Your answer should consist of the lines in the listing that hold "north".
* * * *
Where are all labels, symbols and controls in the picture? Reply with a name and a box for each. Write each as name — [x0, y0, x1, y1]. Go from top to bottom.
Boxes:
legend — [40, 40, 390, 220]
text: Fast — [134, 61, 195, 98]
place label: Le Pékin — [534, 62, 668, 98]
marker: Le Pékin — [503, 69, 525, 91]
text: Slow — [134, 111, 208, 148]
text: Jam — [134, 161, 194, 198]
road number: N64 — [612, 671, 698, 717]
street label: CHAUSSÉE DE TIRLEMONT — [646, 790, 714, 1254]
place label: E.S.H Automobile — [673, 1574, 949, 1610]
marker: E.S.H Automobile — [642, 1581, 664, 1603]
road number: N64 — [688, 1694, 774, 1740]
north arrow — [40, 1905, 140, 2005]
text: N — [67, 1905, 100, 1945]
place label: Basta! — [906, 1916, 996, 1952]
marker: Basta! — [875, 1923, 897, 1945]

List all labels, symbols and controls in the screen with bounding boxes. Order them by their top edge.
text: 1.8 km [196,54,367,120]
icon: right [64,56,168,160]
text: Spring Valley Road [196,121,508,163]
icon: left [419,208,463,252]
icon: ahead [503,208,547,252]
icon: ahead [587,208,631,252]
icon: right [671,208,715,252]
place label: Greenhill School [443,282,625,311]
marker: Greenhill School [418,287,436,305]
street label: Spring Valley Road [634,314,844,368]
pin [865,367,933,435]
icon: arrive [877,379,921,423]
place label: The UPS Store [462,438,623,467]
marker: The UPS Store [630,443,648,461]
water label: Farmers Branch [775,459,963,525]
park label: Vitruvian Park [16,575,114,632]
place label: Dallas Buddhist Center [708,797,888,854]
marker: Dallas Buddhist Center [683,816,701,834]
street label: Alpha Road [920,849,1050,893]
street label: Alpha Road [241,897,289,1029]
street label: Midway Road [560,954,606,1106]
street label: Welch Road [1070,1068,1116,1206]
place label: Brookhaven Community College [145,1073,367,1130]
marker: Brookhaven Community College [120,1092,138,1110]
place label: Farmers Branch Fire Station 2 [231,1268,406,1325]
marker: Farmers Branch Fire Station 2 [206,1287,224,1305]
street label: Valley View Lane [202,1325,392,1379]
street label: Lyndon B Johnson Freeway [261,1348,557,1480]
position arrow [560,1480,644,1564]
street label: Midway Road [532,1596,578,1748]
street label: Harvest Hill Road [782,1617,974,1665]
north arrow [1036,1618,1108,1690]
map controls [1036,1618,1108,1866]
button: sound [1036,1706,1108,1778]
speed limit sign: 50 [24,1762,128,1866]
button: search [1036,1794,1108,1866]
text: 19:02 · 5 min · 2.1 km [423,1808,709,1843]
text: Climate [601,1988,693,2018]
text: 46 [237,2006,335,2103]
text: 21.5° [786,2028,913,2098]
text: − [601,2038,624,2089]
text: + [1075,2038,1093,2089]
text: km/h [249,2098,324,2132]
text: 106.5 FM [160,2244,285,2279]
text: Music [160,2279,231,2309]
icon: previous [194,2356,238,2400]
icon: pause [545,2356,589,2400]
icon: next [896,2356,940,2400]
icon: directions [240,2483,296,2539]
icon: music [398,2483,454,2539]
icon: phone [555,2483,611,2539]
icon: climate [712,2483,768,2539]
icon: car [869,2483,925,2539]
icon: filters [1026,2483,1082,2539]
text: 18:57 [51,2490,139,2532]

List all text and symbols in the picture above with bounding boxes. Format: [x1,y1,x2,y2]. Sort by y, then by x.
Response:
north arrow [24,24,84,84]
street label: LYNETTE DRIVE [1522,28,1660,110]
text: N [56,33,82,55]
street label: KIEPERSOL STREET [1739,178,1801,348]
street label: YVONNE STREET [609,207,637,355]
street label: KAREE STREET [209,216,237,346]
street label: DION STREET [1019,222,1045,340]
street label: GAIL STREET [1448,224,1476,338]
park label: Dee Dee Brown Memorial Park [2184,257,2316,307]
* * * *
- RESPONSE TO THE EXERCISE -
north arrow — [40, 1905, 140, 2005]
north arrow [1036,1618,1108,1690]
north arrow [24,24,84,84]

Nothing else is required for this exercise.